Wednesday 26 July 2006

One toe in


Over the past couple of days I have been making the acquaintance of Canadian Health Care.
My friend Anne is in hospital recovering from surgery and I have now visited a couple of times and my son Ben has had to see a doctor who sent him for a test.

Canada has a National Health Service but it is structured slightly differently from ours in Britain. As ever, Canadian friends feel free to correct me on details. All Canadians have free cover, but those in employment and whose employer provides a scheme, are able to use a wider range of services. If you do have such a scheme then you are registered through that. I haven't explained this very well, but if I compare this with what sometimes happens in Britain it may become clearer.
In Britain some employers have private health care schemes that they give as a perk to their employees, and I believe it is then taxed as a perk. In Britain, you have a National Health Service number as a matter of course, ie being born or becoming a resident. Your private scheme is quite separate from the NHS. Here, the two schemes seem to overlap and blend together.

In both countries, emergency treatment is through the National Health Service. In Britain there is NHS and there is private and the two don't really overlap, in Canada the private insurance seems to provide a premium service in the way that some of the charter airlines have a premium cabin on their flights and things are a little more polished and less cattle-like.
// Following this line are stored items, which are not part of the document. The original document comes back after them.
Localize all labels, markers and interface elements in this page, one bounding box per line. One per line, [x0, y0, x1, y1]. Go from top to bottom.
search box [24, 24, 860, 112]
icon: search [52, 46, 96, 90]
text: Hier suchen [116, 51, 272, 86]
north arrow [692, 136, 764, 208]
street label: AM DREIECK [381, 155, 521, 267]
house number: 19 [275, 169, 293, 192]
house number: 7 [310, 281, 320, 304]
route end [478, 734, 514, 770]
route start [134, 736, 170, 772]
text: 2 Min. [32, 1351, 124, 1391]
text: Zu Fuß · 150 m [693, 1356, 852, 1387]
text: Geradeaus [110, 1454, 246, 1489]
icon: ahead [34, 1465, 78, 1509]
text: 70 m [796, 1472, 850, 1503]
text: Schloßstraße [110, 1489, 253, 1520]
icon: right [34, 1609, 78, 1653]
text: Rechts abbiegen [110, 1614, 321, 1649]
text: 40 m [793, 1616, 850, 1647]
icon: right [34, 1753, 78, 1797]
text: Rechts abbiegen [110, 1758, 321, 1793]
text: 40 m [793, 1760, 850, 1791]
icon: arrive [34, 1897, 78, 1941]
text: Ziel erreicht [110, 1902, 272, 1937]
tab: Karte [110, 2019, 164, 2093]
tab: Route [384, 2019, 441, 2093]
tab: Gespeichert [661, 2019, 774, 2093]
Thus, although we have had to pay for Ben's medical stuff - I can claim it off his travel insurance - we are using exactly the same facilities as anyone using the Canadian NHS.
Ben alerted us on Sunday night that he needed to see a doctor. On Monday morning we walked into a clinic, there was one other patient waiting to be seen, and he had a consultation, this morning we have been to a radiology clinic and had an ultrasound, even though this was deemed not to be an emergency by the doctor. I can only guess at what the time scale for any of this would be in Britain, but I'm certain that he wouldn't have seen a doctor yet.

The other thing that rather surprised me was the travelling. Ben's appointment was at 8.30 in Vancouver, so driving into the Province's to-all-intents-and-purposes capital city during rush hour, I decided to take a London approach to this. We left here at 7.15, thinking we would be stuck in solid traffic, moving along in first gear, then having to find the clinic, then looking for parking.

Wrong, oh so delightfully wrong. We were parked outside the place by twenty to eight, even after the additional five to ten minutes looking around for the office.
We were too early for most things to even be open, although we discovered a Macdonald's serving brekkie to the type of people who have brekkie at Macdonald's. Oddly, these didn't seem to be the kind of people who eat there on the ads. No business suits, although to be fair, several of the customers were able to walk straight.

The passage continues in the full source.